We have an overabundance of producers and an overabundance of products.

This is why it really is a mistake to say that we live in a wonderful new exciting world with great possibilities. That’s true to a certain extent, but to a limited extent. And the excited utopian discourse about this new world actually plays into the hands of big corporations. If there’s too much stuff in the world that means it’s often very hard for anything to get attention without corporate support, without the money to provide the publicity, the marketing, to raise people’s awareness something exists.
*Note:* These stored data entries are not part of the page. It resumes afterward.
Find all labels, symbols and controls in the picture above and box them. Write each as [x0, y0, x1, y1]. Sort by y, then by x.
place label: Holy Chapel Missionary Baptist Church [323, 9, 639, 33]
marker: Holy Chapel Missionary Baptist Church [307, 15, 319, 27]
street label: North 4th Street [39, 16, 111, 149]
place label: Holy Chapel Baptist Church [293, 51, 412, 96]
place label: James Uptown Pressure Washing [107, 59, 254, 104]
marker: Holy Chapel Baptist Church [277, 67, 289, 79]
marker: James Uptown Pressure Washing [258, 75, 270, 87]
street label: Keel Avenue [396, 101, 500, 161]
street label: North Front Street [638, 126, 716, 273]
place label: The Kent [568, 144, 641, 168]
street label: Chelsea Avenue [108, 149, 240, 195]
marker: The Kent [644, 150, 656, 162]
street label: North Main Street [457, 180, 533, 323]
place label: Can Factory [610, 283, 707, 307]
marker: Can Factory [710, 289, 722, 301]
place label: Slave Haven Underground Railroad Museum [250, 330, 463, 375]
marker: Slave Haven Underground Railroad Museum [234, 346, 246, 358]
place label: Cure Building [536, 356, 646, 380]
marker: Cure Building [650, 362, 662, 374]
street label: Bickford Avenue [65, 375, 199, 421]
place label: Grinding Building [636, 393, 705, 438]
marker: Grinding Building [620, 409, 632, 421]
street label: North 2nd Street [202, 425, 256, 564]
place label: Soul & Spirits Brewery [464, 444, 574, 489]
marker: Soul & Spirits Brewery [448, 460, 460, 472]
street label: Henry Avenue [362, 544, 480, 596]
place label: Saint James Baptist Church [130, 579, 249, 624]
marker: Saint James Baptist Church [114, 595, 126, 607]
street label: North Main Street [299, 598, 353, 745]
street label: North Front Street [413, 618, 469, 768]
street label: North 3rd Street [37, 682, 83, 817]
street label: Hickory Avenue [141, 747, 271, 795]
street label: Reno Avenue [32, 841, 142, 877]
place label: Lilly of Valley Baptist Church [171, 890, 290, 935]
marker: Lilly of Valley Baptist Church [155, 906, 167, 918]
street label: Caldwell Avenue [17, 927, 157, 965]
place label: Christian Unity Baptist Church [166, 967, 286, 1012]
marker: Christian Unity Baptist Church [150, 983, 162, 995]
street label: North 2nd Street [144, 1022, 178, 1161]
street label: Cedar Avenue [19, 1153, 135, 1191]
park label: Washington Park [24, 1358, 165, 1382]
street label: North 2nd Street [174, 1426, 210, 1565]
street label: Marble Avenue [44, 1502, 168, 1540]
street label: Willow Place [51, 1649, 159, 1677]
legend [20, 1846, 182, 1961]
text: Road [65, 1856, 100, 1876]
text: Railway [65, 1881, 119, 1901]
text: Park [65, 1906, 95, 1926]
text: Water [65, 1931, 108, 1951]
It becomes really hard for people to get their message out there.

The reason why we started the Indiecon is that we felt a need for collaboration and sharing ideas on content, distribution, and community building. Do you think that’s feasible?

Absolutely. That is very much what needs to happen. Nothing that I said leads me to despair. I’m just talking about the problems of believing the hype. People absolutely need to get together, people who want to provide an alternative, to work outside the corporate view of culture. People need to get together and work cooperatively. Bundle resources, share information and provide and share cooperative models that are not based on the pursuit of profit for wealthy shareholders but are based on networks and collectives of smaller enterprises. I think that’s absolutely vital in transforming cultural production.
We need a diverse ecosystem of cultural production and cultural consumption in my view. I want to see lots of different acts of music that express different kinds of peoples‘ worldviews. I want to see different kinds of magazines that play with different kinds of knowledge, different forms of expressions, different looks. I just think that’s a healthy thing for a society. And societies won’t flourish unless there’s a large, well-supported cultural production sector that isn’t run on corporate terms.

A propos corporations: The publishing industry has been in a constant crisis and some big firms already start moving their business to other sectors, like e-commerce or services. What do you think is the position of old school publishing enterprises in today’s world?

There is a space for larger firms, that have good working practices, that don’t treat their workers as dispensable, as people just to be thrown on the rubbish pile when the creativity has been squeezed out of them. There are some corporations that are much better than others and that have produced great magazines, great music and great films over the years. So I don’t think any of these things are simple. There are no villains or heroes in these stories.